Так, постсоветский писатель Виктор Пелевин в своем абсурдистском рассказе «Девятый сон Веры Павловны» напрямую обращается к роману Чернышевского «Что делать?», чтобы выискать истоки вечного русского стремления — осуществлять утопию, не дожидаясь лучших времен[559]
. Более того, он выводит эту самую утопичность из нехитрых идей самых заурядных женщин. Вера, уборщица в мужской общественной уборной на Тверском бульваре, услышала от своей подруги, уборщицы из женского туалета по соседству, что мир вокруг — порождение ее собственного ума, и потому она может изменять его по своему же усмотрению. Поверив ей, Вера решила чуть-чуть приукрасить жизнь: пожелала, чтобы на стенах уборной, где она работала, появились картины и чтобы там играла музыка. Так в стране началась перестройка. Однако выяснилось, что Вера не в силах контролировать последствия своих желаний, а еще она чувствует, что, какие бы перемены ни происходили, туалетное зловоние не исчезает. В конце концов реальность разлетается вдребезги, все погружается в хаос. Ее единственная подруга, уборщица из женского туалета, тоже оказывается порождением ее собственного воображения — просто отражением в зеркале. В конце концов бывший подземный туалет взорвался, и всю Москву затопило человеческими испражнениями. Среди немногих строений, еще видневшихся над потоками дерьма, было превратившееся в остров здание МХАТа, где как раз давали «Трех сестер» Чехова. Наверное, эту деталь следует толковать как непотопляемость высокой культуры и женского сообщества — а может быть, наоборот, как шутливый намек на бесполезность и того, и другого. В наказание за солипсизм бесплотные боги приговаривают Веру к вечному заключению в роман Чернышевского. Так, согласно пелевинской версии краха Советского Союза, все советские мечты и их воплощение — плод фантазии ограниченных, незамысловатых уборщиц общественных туалетов — вернулись назад в ту книгу, где и зародились.Некоторым писателям, возможно, и хотелось бы продолжить с того места, на котором остановились Толстой или Чехов, а Чернышевского вовсе выбросить из истории русской литературы, но советский опыт наложил несмываемую печать и на писательское, и на читательское сознание. Наталья Смирнова в рассказе «Женщины и сапожники» (2001) высказывает мысль, что роман XIX века (в данном случае французский) — сплошное недоумение для русского читателя XXI века и что русский человек XXI века сам совсем не годится в персонажи романов. В этом рассказе современная русская читательница, прочитав «Госпожу Бовари», задумчиво проговорила: «Бедная, лучше бы купила себе швейную машинку!» Так она нашла для героини Флобера решение, явно взятое у Чернышевского[560]
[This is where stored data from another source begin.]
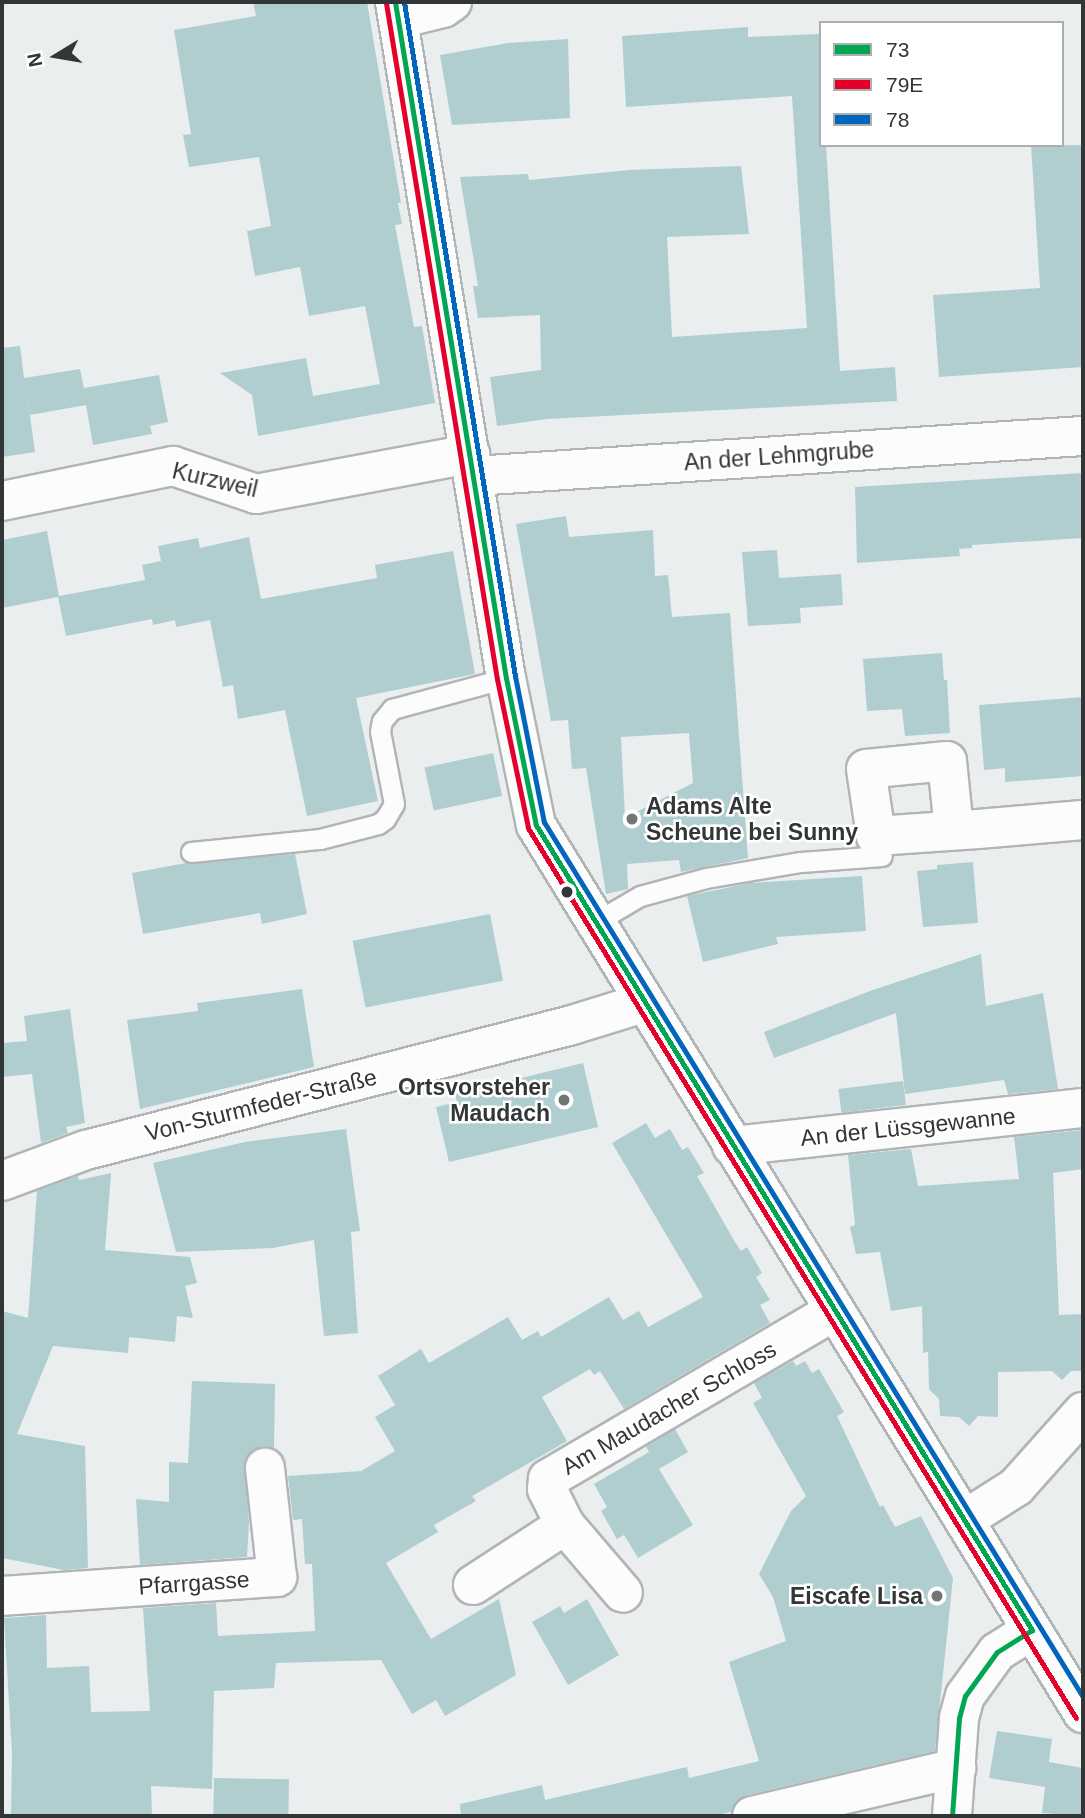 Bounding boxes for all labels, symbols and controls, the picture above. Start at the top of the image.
north arrow [21,21,91,91]
legend [819,21,1064,147]
text: 73 [886,38,909,61]
text: N [23,51,47,69]
text: 79E [886,73,923,96]
text: 78 [886,108,909,131]
street label: An der Lehmgrube [683,436,875,476]
street label: Kurzweil [170,457,260,503]
place label: Adams Alte Scheune bei Sunny [646,792,858,846]
marker: Adams Alte Scheune bei Sunny [624,811,640,827]
unlabelled marker [560,885,574,899]
street label: Von-Sturmfeder-Straße [142,1063,380,1147]
place label: Ortsvorsteher Maudach [398,1073,550,1127]
marker: Ortsvorsteher Maudach [556,1092,572,1108]
street label: An der Lüssgewanne [799,1102,1017,1152]
street label: Am Maudacher Schloss [557,1335,781,1481]
street label: Pfarrgasse [138,1565,250,1601]
place label: Eiscafe Lisa [790,1582,923,1610]
marker: Eiscafe Lisa [929,1588,945,1604]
. Под конец рассказа Смирнова сообщает, что они жили «не счастливо и не несчастливо, и умерли, как положено, каждый в свой срок, не изведав каких-либо особенно красивых и необыкновенных чувств»[561]. В отличие от сочиненной Чернышевским линии Веры Павловны, в истории семейного ателье не было никакой идеологии, как и в самих взаимоотношениях этих женщин. Они просто помогали друг другу выжить и сами сохраняли постоянство — в отличие от случайных мужчин, то появлявшихся в их жизни, то исчезавших, — вот и все.С практической точки зрения возникновение этой прозаической формы женского сообщества отчасти объяснялось демографическими сдвигами в России ХХ века — от массовой гибели почти целого поколения молодых мужчин во Второй мировой войне до высокой смертности от пьянства среди мужчин в последние десятилетия существования СССР. Мир позднесоветских и постсоветских художественных произведений заселен семьями, целиком состоящими из разных поколений женщин — матерей-одиночек, как в рассказе Смирновой, или такими семьями, где вся жизнь держится на женских плечах[562]
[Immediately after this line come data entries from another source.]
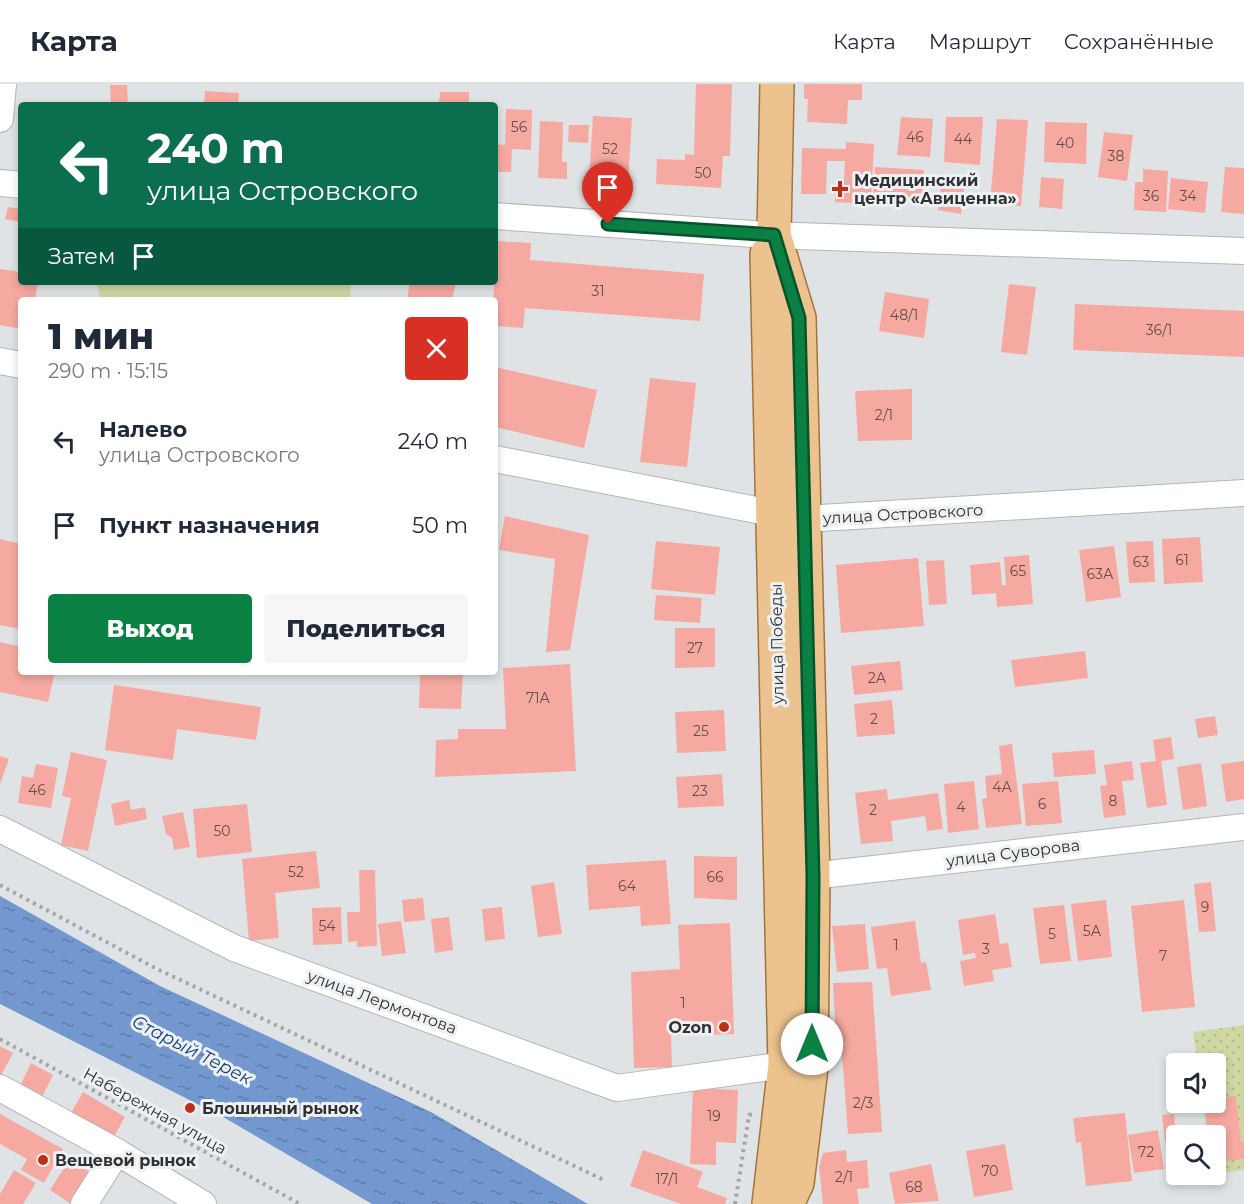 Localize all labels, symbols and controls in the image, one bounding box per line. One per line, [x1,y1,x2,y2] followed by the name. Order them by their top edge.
[30,24,118,58] text: Карта
[833,29,896,54] text: Карта
[929,29,1031,54] text: Маршрут
[1064,29,1214,54] text: Сохранённые
[511,118,528,136] house number: 56
[147,122,285,174] text: 240 m
[48,126,126,204] icon: left
[906,128,924,146] house number: 46
[954,130,973,148] house number: 44
[1056,134,1074,152] house number: 40
[602,140,618,158] house number: 52
[1108,147,1124,165] house number: 38
[582,162,633,224] pin
[694,164,712,182] house number: 50
[591,171,624,204] icon: arrive
[854,171,1017,208] place label: Медицинский центр «Авиценна»
[147,174,418,207] text: улица Островского
[831,180,849,198] marker: Медицинский центр «Авиценна»
[1143,187,1160,205] house number: 36
[1179,187,1197,205] house number: 34
[127,240,160,273] icon: arrive
[48,243,115,270] text: Затем
[592,282,604,300] house number: 31
[890,306,918,324] house number: 48/1
[48,314,154,358] text: 1 мин
[405,317,468,380] button: close
[1146,321,1172,339] house number: 36/1
[48,359,168,383] text: 290 m · 15:15
[875,406,893,424] house number: 2/1
[99,416,187,443] text: Налево
[48,425,81,458] icon: left
[398,428,468,455] text: 240 m
[99,443,300,467] text: улица Островского
[821,500,984,528] street label: улица Островского
[48,509,81,542] icon: arrive
[99,512,320,539] text: Пункт назначения
[412,512,468,539] text: 50 m
[1175,551,1189,569] house number: 61
[1133,553,1149,571] house number: 63
[1010,562,1026,580] house number: 65
[1087,565,1114,583] house number: 63А
[766,583,788,706] street label: улица Победы
[48,594,252,663] button: Выход
[264,594,468,663] button: Поделиться
[687,639,703,657] house number: 27
[868,669,887,687] house number: 2А
[526,689,551,707] house number: 71А
[870,710,878,728] house number: 2
[693,722,709,740] house number: 25
[992,778,1012,796] house number: 4А
[28,781,46,799] house number: 46
[692,782,708,800] house number: 23
[1109,792,1118,810] house number: 8
[1038,795,1047,813] house number: 6
[956,798,966,816] house number: 4
[869,801,877,819] house number: 2
[213,822,231,840] house number: 50
[944,835,1081,871] street label: улица Суворова
[288,863,304,881] house number: 52
[706,868,724,886] house number: 66
[618,877,637,895] house number: 64
[1201,898,1209,916] house number: 9
[318,917,336,935] house number: 54
[1083,922,1102,940] house number: 5А
[1048,925,1056,943] house number: 5
[893,936,899,954] house number: 1
[982,940,990,958] house number: 3
[1159,947,1167,965] house number: 7
[304,966,459,1038] street label: улица Лермонтова
[680,994,686,1012] house number: 1
[128,1010,256,1090] water label: Старый Терек
[780,1012,844,1076] position arrow
[668,1018,712,1037] place label: Ozon
[717,1020,731,1034] marker: Ozon
[1166,1053,1226,1185] map controls
[1166,1053,1226,1113] button: sound
[80,1064,230,1158] street label: Набережная улица
[853,1094,873,1112] house number: 2/3
[202,1099,360,1118] place label: Блошиный рынок
[183,1101,197,1115] marker: Блошиный рынок
[707,1107,721,1125] house number: 19
[1166,1125,1226,1185] button: search
[1138,1143,1154,1161] house number: 72
[55,1151,197,1170] place label: Вещевой рынок
[36,1153,50,1167] marker: Вещевой рынок
[981,1162,999,1180] house number: 70
[835,1168,853,1186] house number: 2/1
[656,1170,678,1188] house number: 17/1
[905,1178,923,1196] house number: 68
. Например, у Людмилы Улицкой достоинство многих женских персонажей, с точки зрения их ценности для сюжета, состоит исключительно в их способности выживать самим и тащить на себе целые семьи. Заглавные героини повести «Сонечка» и романа «Медея и ее дети» — неколебимые матриархи, которые, дожив до старости, чувствуют, что остались не у дел. Улицкая развенчивает и толстовскую семейную идиллию (ту самую, что помогает Сонечке держаться за несбыточные фантазии), и классическую трагедию (ее Медея ничуть не похожа на свою древнегреческую тезку-детоубийцу) и показывает нам женщин, которые проживают свою жизнь пусть не героически, зато нравственно. А еще она чуть ли не пальцем показывает на Чернышевского, чей роман помогает определить симптомы нервного срыва, постигшего Машу в «Медее и ее детях».